Work item:
When the string "canvas" appears in a line of the records, show the whole line.

[Extracted data entries]
★ ★ ★ ★ ★

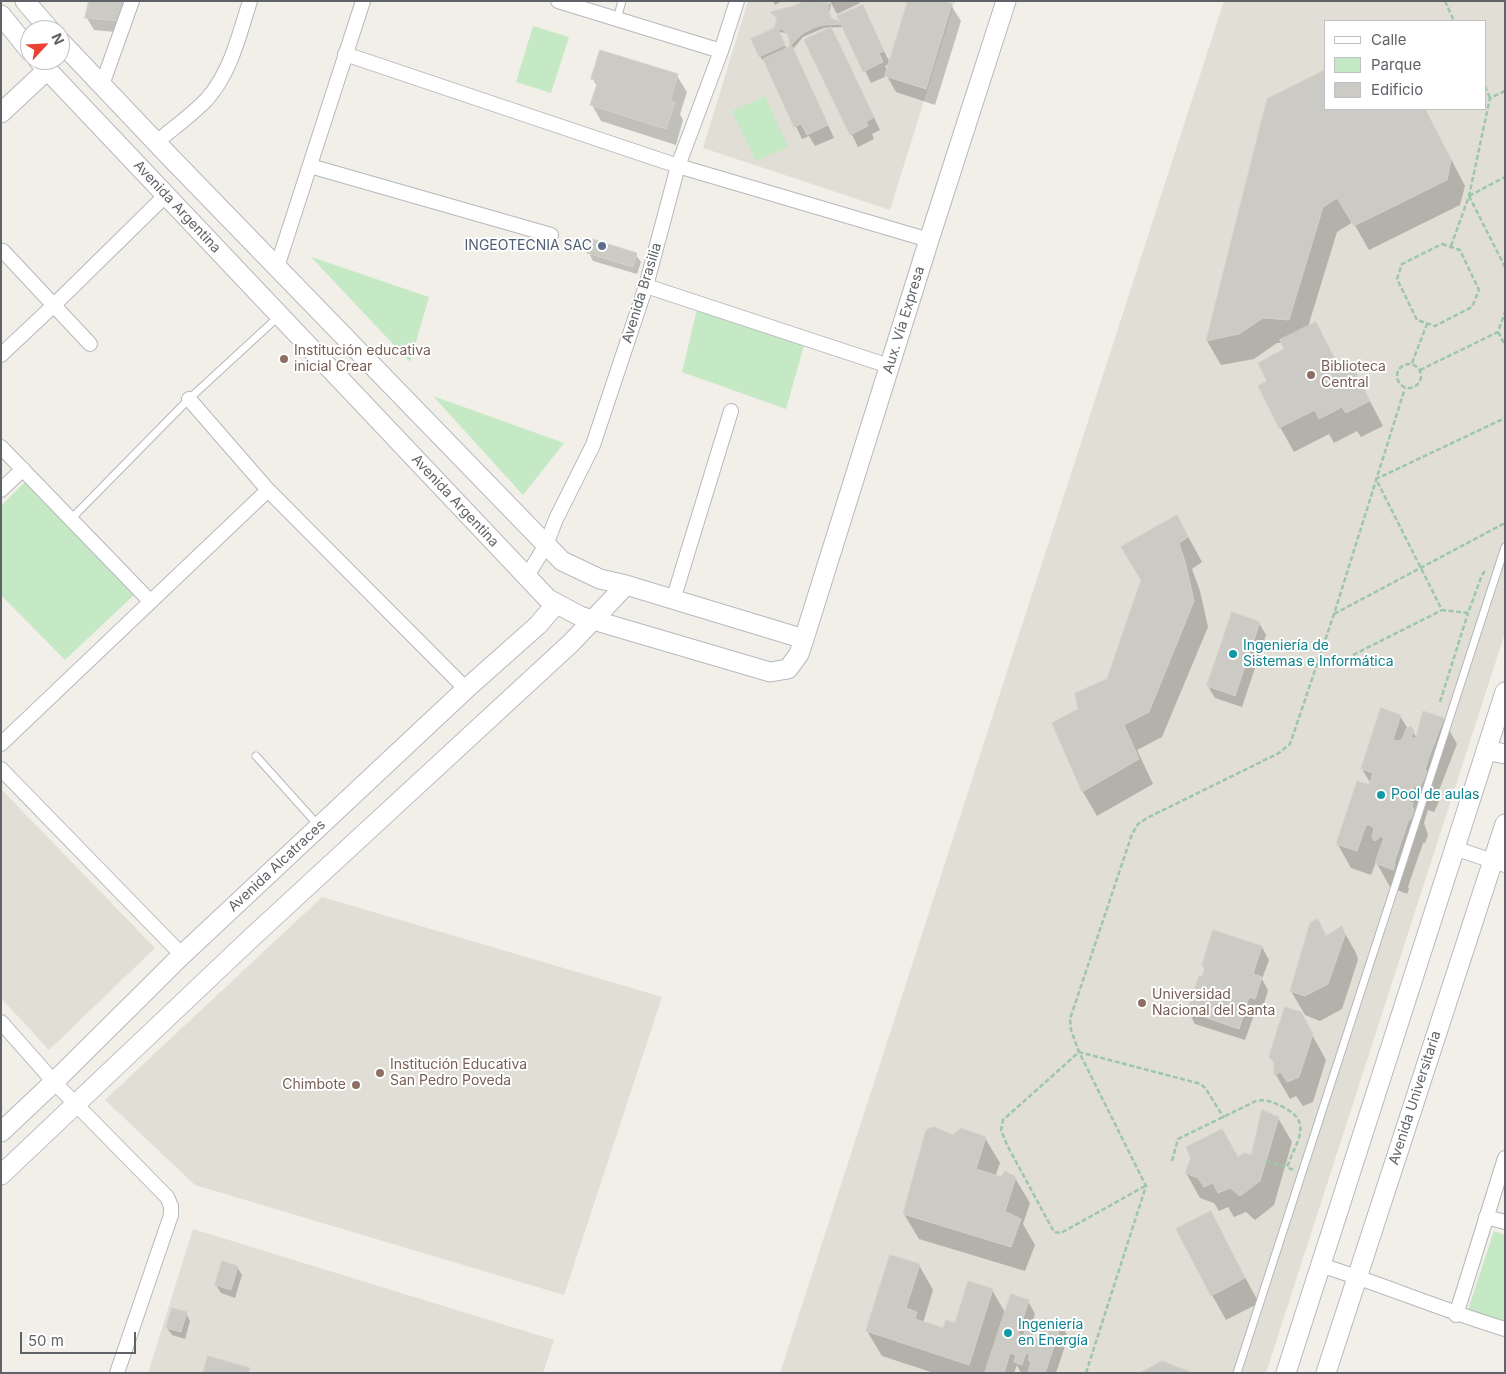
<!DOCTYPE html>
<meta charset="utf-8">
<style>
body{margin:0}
#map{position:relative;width:1506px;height:1374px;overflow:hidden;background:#f1efe8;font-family:Inter,sans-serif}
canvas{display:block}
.frame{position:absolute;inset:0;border:2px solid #5f6368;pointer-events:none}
.legend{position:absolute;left:1324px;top:20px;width:162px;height:90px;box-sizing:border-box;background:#fff;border:1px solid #bfc1c3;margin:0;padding:6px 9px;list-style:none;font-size:15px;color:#5f6368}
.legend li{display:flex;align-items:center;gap:10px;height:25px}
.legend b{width:25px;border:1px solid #bfc1c3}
.north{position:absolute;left:20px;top:20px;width:50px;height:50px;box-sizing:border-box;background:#fff;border:1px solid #bfc1c3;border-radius:50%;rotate:65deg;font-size:14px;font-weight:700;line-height:20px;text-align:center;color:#5f6368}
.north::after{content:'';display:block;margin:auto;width:18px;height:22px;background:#ea4335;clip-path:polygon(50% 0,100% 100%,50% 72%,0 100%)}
.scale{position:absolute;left:20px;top:1332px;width:116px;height:22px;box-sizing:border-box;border:2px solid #5f6368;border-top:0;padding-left:6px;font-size:15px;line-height:18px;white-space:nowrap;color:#5f6368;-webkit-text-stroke:4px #fff;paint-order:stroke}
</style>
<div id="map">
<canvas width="1506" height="1374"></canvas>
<div class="frame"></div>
<ul class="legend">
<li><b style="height:6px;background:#fff"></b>Calle</li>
<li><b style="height:14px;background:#c5e8c5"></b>Parque</li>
<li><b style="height:14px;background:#cccac5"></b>Edificio</li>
</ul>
<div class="north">N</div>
<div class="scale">50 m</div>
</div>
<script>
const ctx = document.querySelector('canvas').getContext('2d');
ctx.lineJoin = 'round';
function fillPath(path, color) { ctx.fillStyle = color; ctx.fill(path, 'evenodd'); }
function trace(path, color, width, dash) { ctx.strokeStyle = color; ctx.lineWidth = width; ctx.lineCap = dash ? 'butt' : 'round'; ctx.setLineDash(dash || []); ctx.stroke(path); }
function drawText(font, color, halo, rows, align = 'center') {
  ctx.font = font + ' Inter,sans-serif'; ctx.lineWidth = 4; ctx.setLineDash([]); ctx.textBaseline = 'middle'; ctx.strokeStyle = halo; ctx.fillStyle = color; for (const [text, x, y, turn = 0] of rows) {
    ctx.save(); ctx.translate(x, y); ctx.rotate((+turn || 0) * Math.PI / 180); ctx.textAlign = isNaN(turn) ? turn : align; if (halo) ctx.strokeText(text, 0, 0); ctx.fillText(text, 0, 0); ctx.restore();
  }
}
const education = new Path2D(`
 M748,1H955L890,210L703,148Z
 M1224,1H1505V633L1266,1373H780ZM1325,21H1485V109H1325Z
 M1,789L155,948L49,1050L1,998Z
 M322,897L662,997L564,1295L195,1185L105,1100Z
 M193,1229L554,1340L543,1373H148Z`);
const green = new Path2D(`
 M533,26L569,37L551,93L516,82Z
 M765,96L788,147L756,161L732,111Z
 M311,257L429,297L410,362Z
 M698,305L805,342L786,409L682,372Z
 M433,396L564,443L523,495Z
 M26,481L137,592L65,660L1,595V506Z
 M1494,1231L1505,1235V1321L1468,1310Z`);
const shadow = new Path2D(`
 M137,1L127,33L94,30L87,18Z
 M773,1H782L775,5Z
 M808,1H824L831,4L829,13L831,19L843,25L862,6L890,63L885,66L888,72L951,5L961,21L935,105L896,92L887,76L871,83L844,27L824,28L803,37L793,49L834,138L815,146L809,136L802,139L764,59L762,60L753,40L775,30L778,19L772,12L795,7ZM779,32L787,33L791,42L790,48L787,50Z
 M830,1H859L860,3L837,14Z
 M806,41H838L880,130L872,134L874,139L858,147Z
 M677,76L687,92L680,114L683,120L676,145L601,121L592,105L597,86L593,79Z
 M1268,99L1325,109H1425L1465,186L1460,205L1369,250L1353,222L1337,232L1308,327L1316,324L1341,370L1351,365L1383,426L1361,437L1357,431L1334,443L1329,434L1294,452L1280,427L1269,382L1286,350L1283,343H1277L1254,359L1221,365L1207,341Z
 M589,253L636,255L641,262L637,274L593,261Z
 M1177,516L1202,562L1192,569L1200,591L1208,627L1162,737L1137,750L1153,784L1097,816L1083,792L1053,723L1080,709L1108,680Z
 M1259,623L1266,635L1242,707L1215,698L1208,686Z
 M1400,716L1408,729L1410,728L1417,738L1443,719L1457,744L1438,793L1440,797L1438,804L1434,812L1428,810L1424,823L1428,835L1425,843H1423L1408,887L1409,889L1407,894L1390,887L1376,862L1371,875L1351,868L1337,843L1371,784L1362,769ZM1426,762H1428L1423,776L1421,775Z
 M1317,920L1327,937L1342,928L1356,953L1358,960L1342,1009L1320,1021L1305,1015L1291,991Z
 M1262,947L1269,960L1262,979L1268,990L1262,1011L1256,1009L1245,1040L1195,1024L1188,1011L1205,970L1203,966Z
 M1300,1013L1326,1060L1313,1102L1303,1106L1296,1096L1290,1099L1276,1075V1066L1270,1057Z
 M1278,1118L1292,1142L1274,1205L1255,1220L1246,1212L1234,1217L1228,1207L1219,1211L1214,1203L1200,1198L1186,1173L1237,1158L1252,1157Z
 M954,1137L985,1138L1000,1163L995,1177L1001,1179L1015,1178L1030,1203L1023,1224L1035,1245L1025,1271L919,1239L904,1214Z
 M1210,1213L1259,1303L1226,1320L1212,1295Z
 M919,1265L933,1290L923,1323L944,1330L956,1324L992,1290L1006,1314L1028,1301L1035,1314L1030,1331L1035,1339L1039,1340L1061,1324L1068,1337L1056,1373H1021L1017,1365L1014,1373H934L882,1356L867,1331Z
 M237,1267L242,1275L235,1298L221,1293L216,1285Z
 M186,1313L190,1321L185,1339L172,1335L167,1328Z`);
const building = new Path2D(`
 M89,1H127L120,21L85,18Z
 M805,1L829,3L828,9L831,18L840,22L841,24L822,25L813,28L802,34L789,47L790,42L788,36L784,30L778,29L777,27L774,29L777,18L770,12L794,6Z
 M908,1H944L952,4L926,89L885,76Z
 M863,5L884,51L879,53L883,62L863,72L837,16Z
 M777,27L785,45L759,57L751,39Z
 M831,27L874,117L866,122L868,126L850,135L804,40Z
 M792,46L828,125L807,135L801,124L794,127L763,59Z
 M600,50L678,74L670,101L675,102L666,129L590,105L598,81L591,79Z
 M1325,70V109H1425L1451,160L1447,180L1354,226L1337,198L1323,207L1289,320L1263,318L1239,334L1206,341L1267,99Z
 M592,239L637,253L633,267L587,253Z
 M1316,322L1340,369L1351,363L1370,401L1346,413L1342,407L1319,419L1315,410L1279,428L1258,386L1267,381L1258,363L1284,349L1280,340Z
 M1177,515L1188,537L1179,543L1186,565L1194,601L1149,712L1124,725L1139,759L1082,792L1052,723L1078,709L1075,693L1107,679L1141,580L1121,547Z
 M1232,612L1260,622L1235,696L1207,686Z
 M1381,708L1401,715L1393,740L1397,741L1402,740L1406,729L1411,726L1414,731L1411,738H1416L1423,711L1444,718L1424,770L1427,771L1424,779L1419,788L1414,786L1409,802L1413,803L1412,807L1414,809L1411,819H1409L1394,863L1395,864L1393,870L1375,863L1384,838L1379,836L1378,839L1374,841L1372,837L1374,828L1369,825H1366L1357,851L1336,844L1357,781L1369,785L1373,773L1361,769Z
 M1318,919L1326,936L1342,926L1345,935L1328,984L1305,996L1290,991L1310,923Z
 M1213,930L1262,946L1253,974L1262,977L1255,999L1249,997L1239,1029L1187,1011L1199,976L1202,977L1205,967L1202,966Z
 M1285,1007L1301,1012L1313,1034L1299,1077L1287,1082L1281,1072L1274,1075V1062L1269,1057Z
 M1262,1110L1279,1117L1260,1181L1240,1196L1230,1188L1218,1193L1213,1183L1204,1187L1198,1178L1185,1173L1191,1158L1186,1147L1222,1129L1238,1157L1244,1153L1251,1155Z
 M934,1127L953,1135L961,1128L986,1137L976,1169L1001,1177L1005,1171L1016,1177L1005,1211L1021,1219L1011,1247L903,1214L926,1130Z
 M1211,1211L1245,1278L1211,1296L1176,1229Z
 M890,1255L920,1264L906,1308L917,1312L915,1319L943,1328L946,1320L955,1323L968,1281L993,1289L969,1365L866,1331Z
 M222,1261L238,1266L231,1290L215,1285Z
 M1011,1294L1029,1300L1018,1334L1023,1336L1026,1329L1032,1331L1029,1340L1032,1341L1033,1337L1038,1338L1044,1318L1062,1323L1045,1373H1028L1031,1361L1028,1360L1030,1355L1026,1353L1022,1365L1014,1362L1016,1355L1010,1353L1004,1373H985Z
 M172,1308L187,1312L181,1332L166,1328Z
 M208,1356L250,1368L248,1373H203Z
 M1162,1361L1193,1373H1140Z`);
const path = new Path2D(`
 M1445,1L1454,21
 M1485,86L1490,98
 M1469,196L1505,267
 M1469,196L1505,177
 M1442,244L1460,250L1479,290L1472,307L1435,326L1417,320L1397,279L1402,264Z
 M1451,246L1469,196L1490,98L1505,91
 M1498,332L1505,345
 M1412,363L1427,324
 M1397 376a12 12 0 1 1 24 0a12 12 0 1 1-24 0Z
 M1420,370L1498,332L1505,312
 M1485,571L1482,575L1468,613L1442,610L1376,479L1505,418
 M1334,614L1505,523
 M1353,655L1442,610
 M1440,702L1468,613
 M1172,1161L1178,1139L1256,1101C1267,1099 1273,1102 1283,1107C1314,1122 1296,1142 1287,1167L1293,1170
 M1266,1161L1287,1167
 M1145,1186L1061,1233L1054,1232L1007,1145L1001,1130L1003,1120L1079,1052L1201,1084L1206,1089L1224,1118
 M1086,1373L1146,1186L1079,1052L1071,1030L1070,1019L1132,834L1138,824L1147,818L1279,753L1290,744L1334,614L1405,388`);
const lane = new Path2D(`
 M617,19L622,1
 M71,519L189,399L278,317
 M256,756L318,825
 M1237,1373L1505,547`);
const street = new Path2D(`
 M558,1L721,51
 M345,54L678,166L929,240
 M102,85L132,1
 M157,142C173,128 192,115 207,99C231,72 239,35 250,1
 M310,166L551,235
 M3,251L90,344
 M277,267L363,1
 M646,286L889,366
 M1,355L53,306L167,194
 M189,399L268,490L466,689
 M1,447L150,601
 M1,490L23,469
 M527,576L546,545L556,519L593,445L646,286L678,166L721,51L737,1
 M673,600L731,411
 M1,744L268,490
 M1,769L182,955
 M1454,848L1505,865
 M1,1022L54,1082L167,1197L171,1206V1215L117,1373
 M1486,1217L1505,1222
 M1320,1265C1382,1284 1442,1310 1505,1329
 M1456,1315L1505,1158`);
const secondary = new Path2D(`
 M25,1L50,30
 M1,15L30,51
 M60,41L171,158L562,561L600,579L626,585L804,639
 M38,60L548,599L580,616L593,620L770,672L788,669L799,654L804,639L929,240L1006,1
 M1,113L47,70
 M1486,750L1505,754
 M1,1132L54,1082L182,955L466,689L538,625L556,604
 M1,1175L249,940L571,643L626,585
 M1286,1373L1505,692
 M1326,1373L1505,824`);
const markers = [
 [602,246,5,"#5c6f8a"],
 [284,359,5,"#8d6e63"],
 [1311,375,5,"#8d6e63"],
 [1233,654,5,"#0f9aa8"],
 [1381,795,5,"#0f9aa8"],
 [1142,1003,5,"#8d6e63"],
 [380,1073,5,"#8d6e63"],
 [356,1085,5,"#8d6e63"],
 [1008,1333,5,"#0f9aa8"]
];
const streetNames = [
 ["Avenida Argentina",177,207,47],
 ["Avenida Brasilia",642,293,-73],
 ["Aux. Vía Expresa",904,320,-73],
 ["Avenida Argentina",455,501,47],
 ["Avenida Alcatraces",277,866,-43],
 ["Avenida Universitaria",1415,1098,-72]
];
const serviceNames = [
 ["INGEOTECNIA SAC",592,246]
];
const educationNames = [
 ["Institución educativa",294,351],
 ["inicial Crear",294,367],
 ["Biblioteca",1321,367],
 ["Central",1321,383],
 ["Universidad",1152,995],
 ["Nacional del Santa",1152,1011],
 ["Institución Educativa",390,1065],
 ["San Pedro Poveda",390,1081],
 ["Chimbote",346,1085,"right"]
];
const cultureNames = [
 ["Ingeniería de",1243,646],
 ["Sistemas e Informática",1243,662],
 ["Pool de aulas",1391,795],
 ["Ingeniería",1018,1325],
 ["en Energía",1018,1341]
];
fillPath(education, '#e1ded6');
fillPath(green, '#c5e8c5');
fillPath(shadow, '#0003');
fillPath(building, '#cccac5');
trace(building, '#d6d1c6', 1);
trace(lane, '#b5b8bc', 9);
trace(street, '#b5b8bc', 16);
trace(secondary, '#b6babf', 21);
trace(path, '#9cc7a9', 2.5, [5, 2.5]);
trace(lane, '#fff', 7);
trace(street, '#fff', 14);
trace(secondary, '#fff', 19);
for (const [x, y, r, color] of markers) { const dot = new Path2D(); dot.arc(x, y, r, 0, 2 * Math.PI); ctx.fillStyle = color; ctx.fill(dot); trace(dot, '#fff', 2); }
drawText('14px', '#5f6368', '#fff', streetNames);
drawText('14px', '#4e5e75', '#fff', serviceNames, 'right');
drawText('14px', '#785e54', '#fff', educationNames, 'left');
drawText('14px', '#0d838f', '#fff', cultureNames, 'left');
</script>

★ ★ ★ ★ ★

Result:
canvas{display:block}
<canvas width="1506" height="1374"></canvas>
const ctx = document.querySelector('canvas').getContext('2d');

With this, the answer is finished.